↓
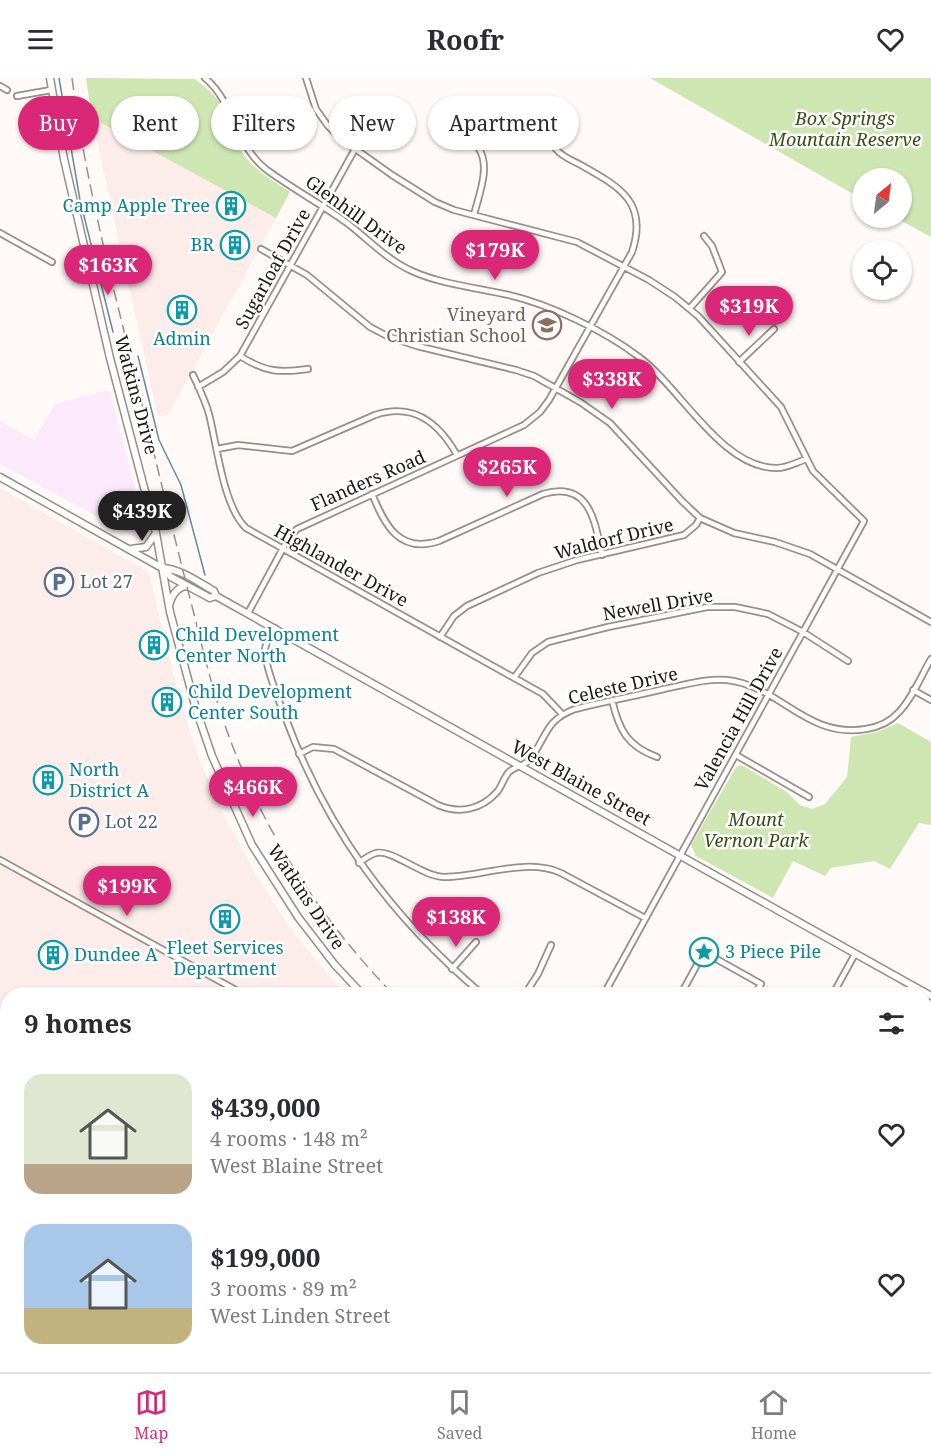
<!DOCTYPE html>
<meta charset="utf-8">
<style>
:root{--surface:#fff;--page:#f2f2f3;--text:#2b2b33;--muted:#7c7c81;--line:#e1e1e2;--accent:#db2777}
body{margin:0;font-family:"Noto Serif",serif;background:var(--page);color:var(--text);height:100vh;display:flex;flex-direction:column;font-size:22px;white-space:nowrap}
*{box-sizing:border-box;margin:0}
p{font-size:20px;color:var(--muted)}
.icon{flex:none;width:33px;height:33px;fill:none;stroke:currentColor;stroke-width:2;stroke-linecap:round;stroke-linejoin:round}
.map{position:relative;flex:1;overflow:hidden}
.sheet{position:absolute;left:0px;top:909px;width:932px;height:386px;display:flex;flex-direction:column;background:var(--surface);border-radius:24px 24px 0 0;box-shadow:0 2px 4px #0004}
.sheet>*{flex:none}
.banner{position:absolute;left:18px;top:18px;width:600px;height:54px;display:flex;gap:12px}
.needle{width:39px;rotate:29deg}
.tools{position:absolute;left:852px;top:90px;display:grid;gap:12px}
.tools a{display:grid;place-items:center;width:60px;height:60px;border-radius:50%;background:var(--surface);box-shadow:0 2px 4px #0004;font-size:30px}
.price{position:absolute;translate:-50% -51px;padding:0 14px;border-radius:21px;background:var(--accent);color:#fff;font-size:20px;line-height:39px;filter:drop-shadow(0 2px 3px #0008)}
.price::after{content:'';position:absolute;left:50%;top:36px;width:18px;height:14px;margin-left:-9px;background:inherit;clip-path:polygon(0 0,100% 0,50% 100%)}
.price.active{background:#222;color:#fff}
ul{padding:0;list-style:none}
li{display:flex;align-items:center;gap:18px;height:150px;padding:0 24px}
li span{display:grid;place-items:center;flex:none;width:168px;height:120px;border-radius:18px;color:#555}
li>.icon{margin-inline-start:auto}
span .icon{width:72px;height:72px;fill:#fffc;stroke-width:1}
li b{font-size:26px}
h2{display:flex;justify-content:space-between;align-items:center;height:72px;padding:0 24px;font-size:26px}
.chip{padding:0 21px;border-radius:27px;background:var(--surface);box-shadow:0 2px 4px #0004;font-size:21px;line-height:54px}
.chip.active{background:var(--accent);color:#fff}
header{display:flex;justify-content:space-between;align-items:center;height:78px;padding:0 24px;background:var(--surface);font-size:27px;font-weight:700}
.tab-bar{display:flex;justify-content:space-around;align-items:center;height:84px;border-top:2px solid var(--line);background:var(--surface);font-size:16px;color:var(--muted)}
.tab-bar a{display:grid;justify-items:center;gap:3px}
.tab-bar .active{color:var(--accent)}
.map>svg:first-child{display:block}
.commercial{fill:#fceafc}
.education{fill:#fdedea}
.green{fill:#cde6b2}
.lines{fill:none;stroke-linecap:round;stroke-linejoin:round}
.stream{stroke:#608ca2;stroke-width:1.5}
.street-casing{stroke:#9a8e87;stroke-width:8}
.secondary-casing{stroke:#9a8e87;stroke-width:9}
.street{stroke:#fff;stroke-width:4.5}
.secondary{stroke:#fff;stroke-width:6}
.rail{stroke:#97928f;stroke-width:1.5;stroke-dasharray:12 6;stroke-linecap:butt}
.labels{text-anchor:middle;stroke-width:5;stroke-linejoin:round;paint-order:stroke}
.park-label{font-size:18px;font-style:italic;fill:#384f14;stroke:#fff}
.culture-label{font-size:18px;fill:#0d838f;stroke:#fff;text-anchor:start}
.street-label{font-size:18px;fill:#1d1916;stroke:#fff}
.education-label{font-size:18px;fill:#785e54;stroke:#fff;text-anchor:end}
.service-label{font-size:18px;fill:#4e5e75;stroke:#fff;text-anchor:start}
</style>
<header><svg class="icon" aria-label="menu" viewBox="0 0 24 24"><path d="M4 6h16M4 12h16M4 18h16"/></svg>Roofr<svg class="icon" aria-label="heart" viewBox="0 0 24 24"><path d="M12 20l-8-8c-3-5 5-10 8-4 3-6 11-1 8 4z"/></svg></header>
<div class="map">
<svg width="931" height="1294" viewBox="0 0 931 1294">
<rect width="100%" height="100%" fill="#fffaf7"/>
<path class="commercial" d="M109,312L147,455V459L144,464L0,386V343L34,362L55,326Z"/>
<path class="education" d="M92,40L276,140L168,337L158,339Z
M0,410L145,492L149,496L179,619L201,686L217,723L252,790L275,827L295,857L345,916H8V1287H387L383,1294H0Z"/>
<path class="green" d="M86,0L195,1C205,9 216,17 222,28C228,41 231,55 238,68C250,90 270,101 290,114L276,140L92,40Z
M650,0H931V159L896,140H902V100H862V121Z
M898,645L931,664V747L919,745L890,791L874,783L831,790L825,798L793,783L773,820L696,778L691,767L736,689L741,687L745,689L787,714L800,727L812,731L825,726L847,699L851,659L877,654Z"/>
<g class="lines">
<path class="stream" d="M59,0L80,122L113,254
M138,278L159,362L181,407L205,497
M0,1106L8,1103"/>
<g class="street-casing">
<path id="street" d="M205,0C235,25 235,68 267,92C293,111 321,126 347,145C368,161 387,182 412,193C440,206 478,210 509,217C551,227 605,253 639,279C680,309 722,391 777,390C787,390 797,384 807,381
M306,0L316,31L328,48L340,60L392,97L435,124L454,132L577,164L649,202L675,219L698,238L781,329L813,393L864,443L604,916
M0,8L7,12
M17,18L51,12
M450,46C460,53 472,61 479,71C491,89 478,119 474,137
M0,155L52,184
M261,171L307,197L370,249L387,258L417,268L516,292L534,298L580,324L610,345L682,423L700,440L734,455L775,464L810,476L931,544
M690,230L722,194L712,168L704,158
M240,278C265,294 279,295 308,291
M739,284L774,251
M193,297C199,310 205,322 209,336C217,367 223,428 246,450L543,616L562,636
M198,309L223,294L240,278L355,71
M217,371L238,367L292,373L375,337C414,324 439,345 457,377
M372,416C385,447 399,476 439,463L543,416C590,402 595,444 602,477
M248,535L288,461L297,451L524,347L540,334L549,322L632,174C649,123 618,108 579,86C571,82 561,78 556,71C549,63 548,55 548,45
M275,550C271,556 266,564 265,571C264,585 280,626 286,641C327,752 392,840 482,916
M440,559L454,538L467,528L538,495L577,482L684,457L696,447L700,440
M514,600L532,575L548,564L608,549L707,529H735L768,536L803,554L848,583
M913,612L931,622
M612,622C619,652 627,668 657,679
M299,676L313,669L334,671L438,727C459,736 481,732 497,714C502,708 504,699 509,694C515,688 525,688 529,682C547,661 543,643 575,631C604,624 634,618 664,611C685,607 706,600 727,602C781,608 806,661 866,651C878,649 890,644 898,635C912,621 921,598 931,581
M736,677L809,719
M0,782L243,916
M359,785C364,781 369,777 376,775C393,771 422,799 445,799C481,799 527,779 561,795L645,840
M452,891L476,864
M525,916L538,896L551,867
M681,916L704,874L761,906L755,916
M833,916L855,876
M908,916L913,908
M924,1029L931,1016
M924,1114L931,1113
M924,1196L931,1198
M517,1287L530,1294
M392,1294L396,1287
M626,1294L630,1287"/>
</g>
<g class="secondary-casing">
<path id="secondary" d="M50,0L64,81L110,280L156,455L170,534L196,631L212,678L252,767L298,839L335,887L362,916
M0,399L162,490L171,499L210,520L216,518
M131,471L146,469L156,455
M162,490C181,491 198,504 214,513L216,518L931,918
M169,527C172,518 176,509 187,508
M0,1243L8,1247
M137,1287L153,1294
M531,1294L535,1287"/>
</g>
<use href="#street" class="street"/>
<use href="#secondary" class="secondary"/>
<path class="rail" d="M72,0C87,115 118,226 145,339C161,404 177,470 194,536C205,581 216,626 233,669C269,762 324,845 393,916
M924,1243L931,1245"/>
</g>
<defs>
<g id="building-ring" transform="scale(1.5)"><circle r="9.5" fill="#fff" stroke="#0f9aa8" stroke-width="1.5"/><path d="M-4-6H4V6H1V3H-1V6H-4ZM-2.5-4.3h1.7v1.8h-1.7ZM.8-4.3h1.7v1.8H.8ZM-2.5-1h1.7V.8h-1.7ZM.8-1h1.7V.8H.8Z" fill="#0f9aa8"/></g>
<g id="school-ring" transform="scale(1.5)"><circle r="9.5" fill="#fff" stroke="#8d6e63" stroke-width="1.5"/><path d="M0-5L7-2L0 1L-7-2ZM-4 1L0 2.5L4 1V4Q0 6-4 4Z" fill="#8d6e63"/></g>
<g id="parking-ring" transform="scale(1.5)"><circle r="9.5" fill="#fff" stroke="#5c6f8a" stroke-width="1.5"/><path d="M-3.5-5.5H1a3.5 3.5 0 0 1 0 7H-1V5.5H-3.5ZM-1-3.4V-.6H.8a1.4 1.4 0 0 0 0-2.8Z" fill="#5c6f8a"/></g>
<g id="sight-ring" transform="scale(1.5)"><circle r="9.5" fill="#fff" stroke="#0f9aa8" stroke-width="1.5"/><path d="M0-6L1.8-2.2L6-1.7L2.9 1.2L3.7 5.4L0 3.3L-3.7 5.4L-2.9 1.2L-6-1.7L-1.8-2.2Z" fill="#0f9aa8"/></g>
</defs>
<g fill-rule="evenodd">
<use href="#building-ring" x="231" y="128"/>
<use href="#building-ring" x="235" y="167"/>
<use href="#building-ring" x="182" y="232"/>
<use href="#school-ring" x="547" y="247"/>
<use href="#parking-ring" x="59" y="504"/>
<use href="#building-ring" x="154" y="567"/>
<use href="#building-ring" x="167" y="624"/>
<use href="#building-ring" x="48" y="702"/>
<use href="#parking-ring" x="84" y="744"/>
<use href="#building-ring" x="225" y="841"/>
<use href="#sight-ring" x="704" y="874"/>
<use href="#building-ring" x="53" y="877"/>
</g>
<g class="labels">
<g class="park-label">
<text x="845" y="47">Box Springs<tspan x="845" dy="21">Mountain Reserve</tspan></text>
<text x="756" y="748">Mount<tspan x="756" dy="21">Vernon Park</tspan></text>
</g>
<g class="culture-label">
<text x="210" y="134" text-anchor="end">Camp Apple Tree</text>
<text x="214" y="173" text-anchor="end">BR</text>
<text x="182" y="267" text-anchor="middle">Admin</text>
<text x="175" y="563">Child Development<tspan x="175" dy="21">Center North</tspan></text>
<text x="188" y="620">Child Development<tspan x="188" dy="21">Center South</tspan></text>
<text x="69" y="698">North<tspan x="69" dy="21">District A</tspan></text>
<text x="225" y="876" text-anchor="middle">Fleet Services<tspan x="225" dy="21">Department</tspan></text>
<text x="725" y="880">3 Piece Pile</text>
<text x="74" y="883">Dundee A</text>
</g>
<g class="street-label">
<text transform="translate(356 137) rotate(36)" y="6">Glenhill Drive</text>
<text transform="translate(273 191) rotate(-61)" y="6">Sugarloaf Drive</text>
<text transform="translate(136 317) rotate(75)" y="6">Watkins Drive</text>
<text transform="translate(368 403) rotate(-24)" y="6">Flanders Road</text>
<text transform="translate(614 461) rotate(-14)" y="6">Waldorf Drive</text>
<text transform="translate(341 488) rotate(29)" y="6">Highlander Drive</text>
<text transform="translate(658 527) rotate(-10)" y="6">Newell Drive</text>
<text transform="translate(623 608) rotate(-13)" y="6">Celeste Drive</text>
<text transform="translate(739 641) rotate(-61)" y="6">Valencia Hill Drive</text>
<text transform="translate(581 705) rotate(29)" y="6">West Blaine Street</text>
<text transform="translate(306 819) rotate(56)" y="6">Watkins Drive</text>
</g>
<g class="education-label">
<text x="526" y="243">Vineyard<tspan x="526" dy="21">Christian School</tspan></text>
</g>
<g class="service-label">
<text x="80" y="510">Lot 27</text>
<text x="105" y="750">Lot 22</text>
</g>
</g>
</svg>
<div class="tools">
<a><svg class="needle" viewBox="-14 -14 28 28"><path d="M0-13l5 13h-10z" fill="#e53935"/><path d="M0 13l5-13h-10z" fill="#7c7c81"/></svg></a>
<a><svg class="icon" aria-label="locate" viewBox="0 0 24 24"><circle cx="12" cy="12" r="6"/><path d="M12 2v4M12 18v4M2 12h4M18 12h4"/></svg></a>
</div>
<b class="price" style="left:495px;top:203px">$179K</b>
<b class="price" style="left:108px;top:218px">$163K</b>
<b class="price" style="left:749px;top:259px">$319K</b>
<b class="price" style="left:612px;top:332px">$338K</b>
<b class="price" style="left:507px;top:420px">$265K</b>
<b class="price active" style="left:142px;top:464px">$439K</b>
<b class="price" style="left:253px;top:740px">$466K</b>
<b class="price" style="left:127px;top:839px">$199K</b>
<b class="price" style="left:456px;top:870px">$138K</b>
<div class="banner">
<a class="chip active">Buy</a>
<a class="chip">Rent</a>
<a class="chip">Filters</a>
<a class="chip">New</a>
<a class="chip">Apartment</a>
</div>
<section class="sheet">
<h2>9 homes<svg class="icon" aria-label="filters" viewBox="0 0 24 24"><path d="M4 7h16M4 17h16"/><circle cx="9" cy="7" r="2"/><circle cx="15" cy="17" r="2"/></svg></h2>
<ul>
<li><span style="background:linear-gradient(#dfe7d0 75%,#b9a48a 0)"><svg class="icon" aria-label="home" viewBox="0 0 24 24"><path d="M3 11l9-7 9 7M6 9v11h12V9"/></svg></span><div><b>$439,000</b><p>4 rooms · 148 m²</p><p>West Blaine Street</p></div><svg class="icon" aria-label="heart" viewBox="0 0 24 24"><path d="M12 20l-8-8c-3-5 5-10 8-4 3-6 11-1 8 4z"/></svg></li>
<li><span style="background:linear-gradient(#a9c7e8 70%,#c2b280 0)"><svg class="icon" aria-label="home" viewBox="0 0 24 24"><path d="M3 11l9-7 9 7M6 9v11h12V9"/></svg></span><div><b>$199,000</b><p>3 rooms · 89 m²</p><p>West Linden Street</p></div><svg class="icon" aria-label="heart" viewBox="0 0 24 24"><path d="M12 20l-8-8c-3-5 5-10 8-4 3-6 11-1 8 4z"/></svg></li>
</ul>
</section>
</div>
<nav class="tab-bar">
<a class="active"><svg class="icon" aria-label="map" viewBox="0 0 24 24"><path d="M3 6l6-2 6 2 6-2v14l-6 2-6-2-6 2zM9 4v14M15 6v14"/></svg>Map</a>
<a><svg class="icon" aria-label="saved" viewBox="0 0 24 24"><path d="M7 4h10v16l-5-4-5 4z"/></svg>Saved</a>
<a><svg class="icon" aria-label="home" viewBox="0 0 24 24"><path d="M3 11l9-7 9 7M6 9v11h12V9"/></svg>Home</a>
</nav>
↑
_Aim of the exercise_
Among the lines above, return each one holding the string "margin".

_Response to the exercise_
body{margin:0;font-family:"Noto Serif",serif;background:var(--page);color:var(--text);height:100vh;display:flex;flex-direction:column;font-size:22px;white-space:nowrap}
*{box-sizing:border-box;margin:0}
.price::after{content:'';position:absolute;left:50%;top:36px;width:18px;height:14px;margin-left:-9px;background:inherit;clip-path:polygon(0 0,100% 0,50% 100%)}
li>.icon{margin-inline-start:auto}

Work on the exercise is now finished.